A Guernica, en avril 1937, le jeune Basilio passe son temps dans les marais à peindre des hérons cendrés, alors que la population fuit dans la crainte de l’arrivée des Nationalistes. Le jour même du bombardement, le 26 avril, il cherche à rendre le frémissement invisible de la vie, dans les plumes d’un oiseau. Mais une fois la ville en feu, il ne peut se retenir d’aller voir, de ses propres yeux le massacre.
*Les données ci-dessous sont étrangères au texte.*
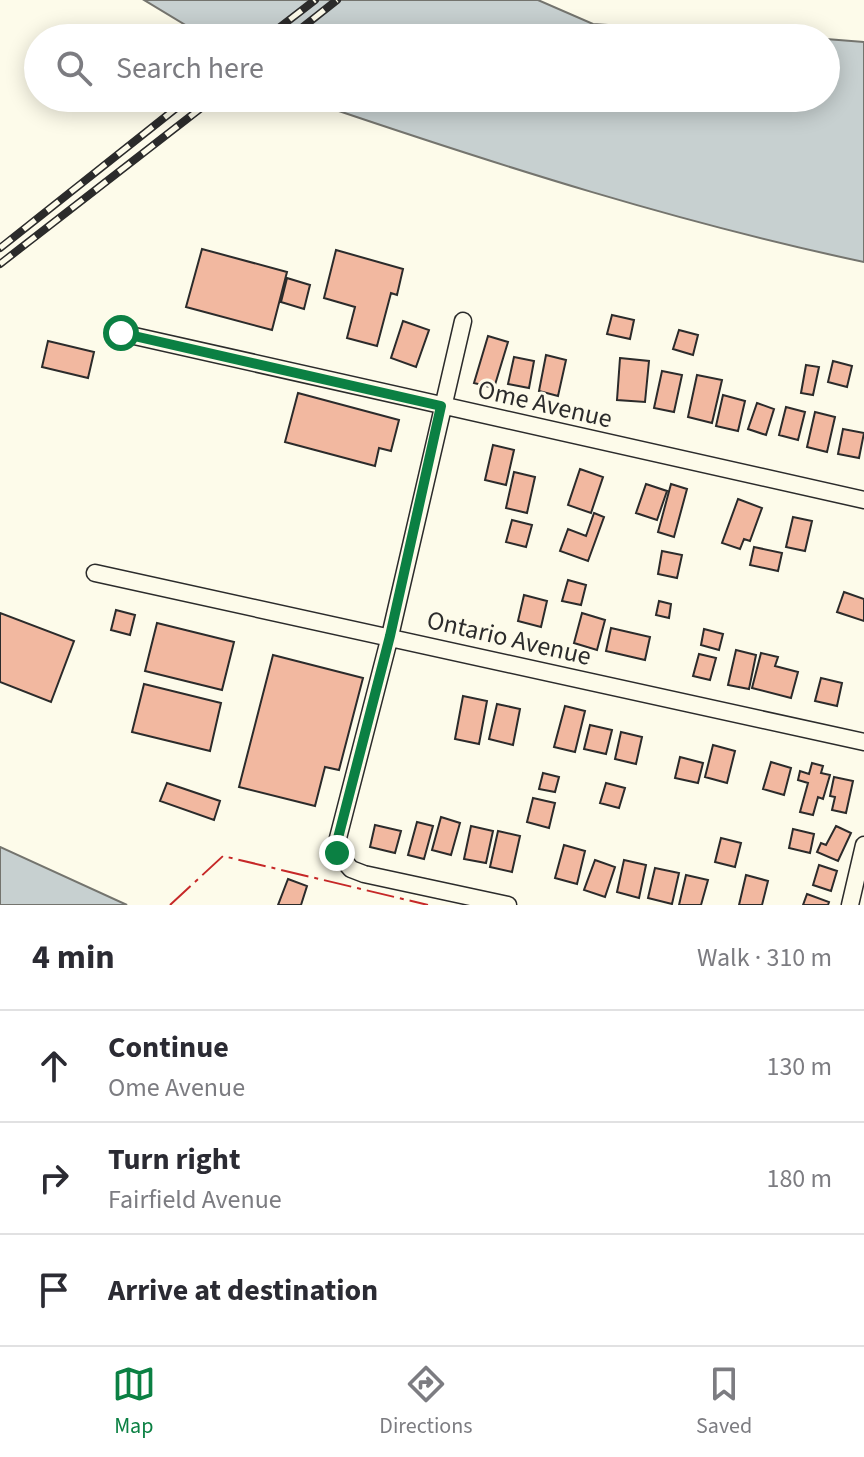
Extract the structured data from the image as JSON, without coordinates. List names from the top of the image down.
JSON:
{
  "streets": {
    "street": ["Ome Avenue", "Ontario Avenue"]
  },
  "page": {
    "search": "Search here",
    "heading": ["4 min", "Walk · 310 m"],
    "list": [
      ["Continue", "Ome Avenue", "130 m"],
      ["Turn right", "Fairfield Avenue", "180 m"],
      "Arrive at destination"
    ],
    "nav": ["Map", "Directions", "Saved"]
  }
}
Comment rendre compte de la réalité, que ce soit celle d’un héron ou d’une guerre terrible ?  Basilio se rendra jusqu’à Paris, au début de l’été, pour découvrir le « Guernica » de Picasso, cette peinture magistrale, témoignage imparable de la tragédie, bien que le peintre célèbre n’en ait pas été le témoin. Avec son économie de style, Antoine Choplin nous interroge sur la nécessité de l’art pour rendre compte de notre condition humaine, même la plus extrême.

 

# Tsubame d’Aki Shimazaki

Tsubame

Lors du tremblement de terre de 1923, qui a dévasté la région du Kanto et entraîné plus de cent quarante mille morts, la Coréenne Yonhi Kim devient, question de survie, la Japonaise Mariko Kanazawa. A la fin de sa vie, alors qu’elle est veuve, mère d’un chimiste et grand-mère de trois petits-enfants, le mystère de sa naissance lui est dévoilé : le prêtre catholique qui l’avait recueillie dans son église lors du tremblement de terre, surnommé monsieur Tsubame, était-il l’instrument du destin qui a permis à cette hirondelle de s’élancer hors du nid ?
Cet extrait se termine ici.